Tesseract improvements and image pre-processing st

2019-09-06 09:26发布

问题:

I am working on Tesseract library and below is the input for the Tesseract,

At the initial step of implementation I have used only the "MRZ" zone of the ID card. But the actual intention is to scan the entire document and get all the texts in the ID card.

I have gone through this document and to improve quality of Tesseract th first step is the image should be 300 dpi.

1) How to convert the captured camera image in ios to 300 dpi?

2) What should be the best contrast and brigtness level for Tesseract to give best outputs?

3) Is there anyother pre-processing step that I can apply to an image to get good accuracy?

4) For better accuracy what is the recommended image resolution?

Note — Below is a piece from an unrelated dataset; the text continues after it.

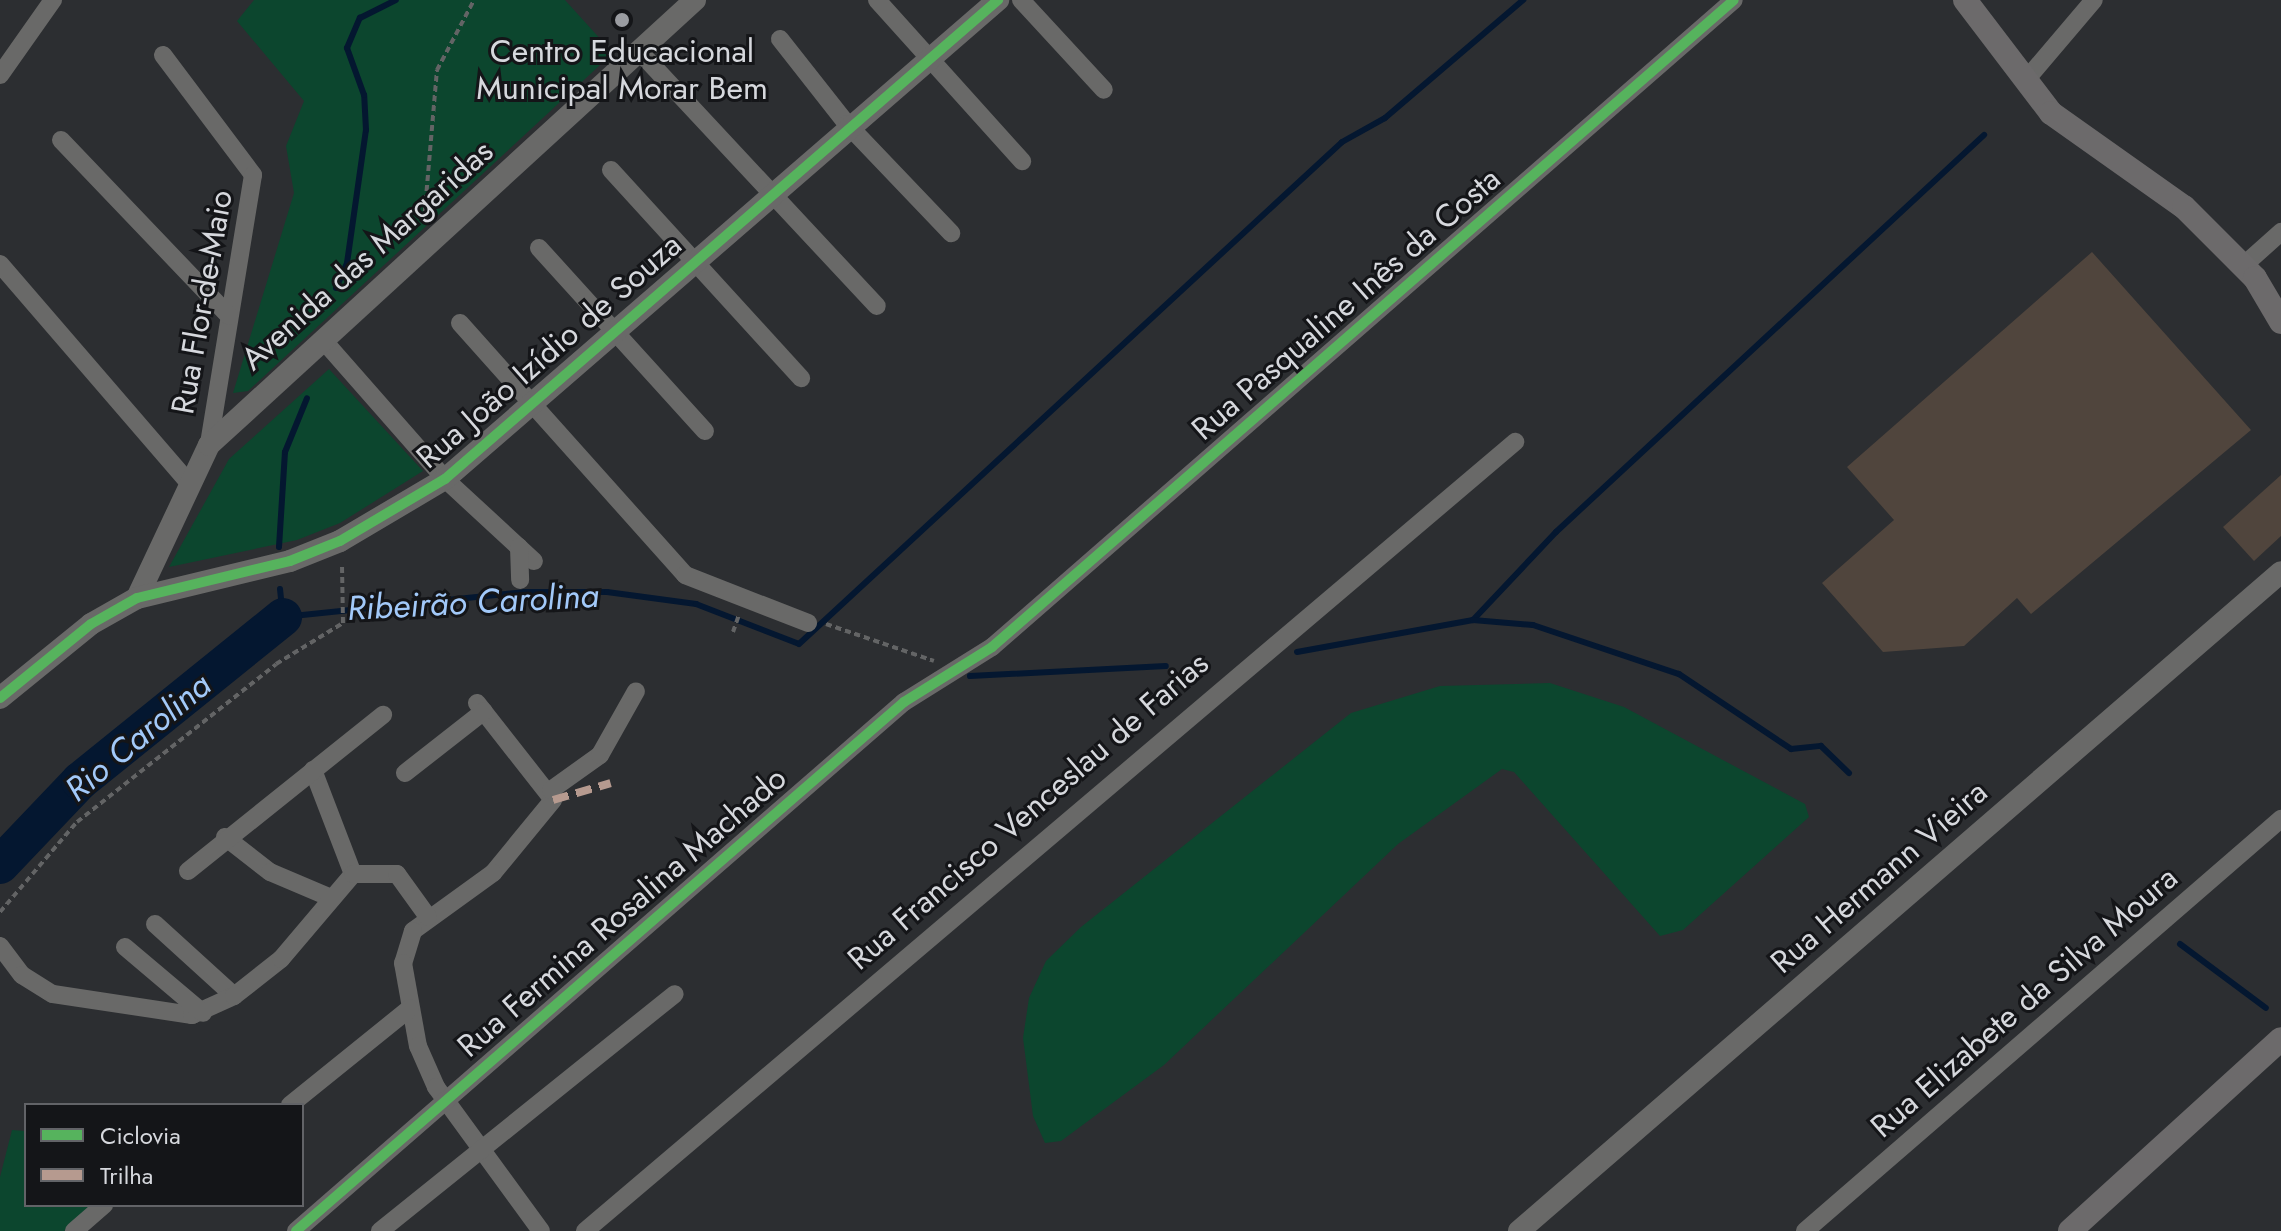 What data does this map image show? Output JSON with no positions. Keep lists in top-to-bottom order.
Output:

5) I have used "int tesseract::TESSDLL_API::MeanTextConf" to get the confidence score. With this confidence score for each character is there a possibility that I can decide if the confidence score is above some percentage then the recognized character is accurate? If I am wrong can you please explain the use of "MeanTextConf" method?

回答1:

I wrote several generic OCR blog posts on the image pre-processing and "how OCR works best" some time ago. Please find them here: http://www.ocr-it.com/user-scenario-process-digital-camera-pictures-and-ocr-to-extract-specific-numbers

In general, getting high enough resolution should be the first step. Low resolution simply does not have enough information per letter to read characters reliably. Then I do adaptive binarization, where the image is converted to black & white using threshold where backgrounds should dispensary and characters should remain pretty clear, without extra noise or holes in them. Then, optionally, can perform segmentation into various fields and process each field separately with specific settings, such as "digits only" for the number, and "M|F" for sexe field, etc.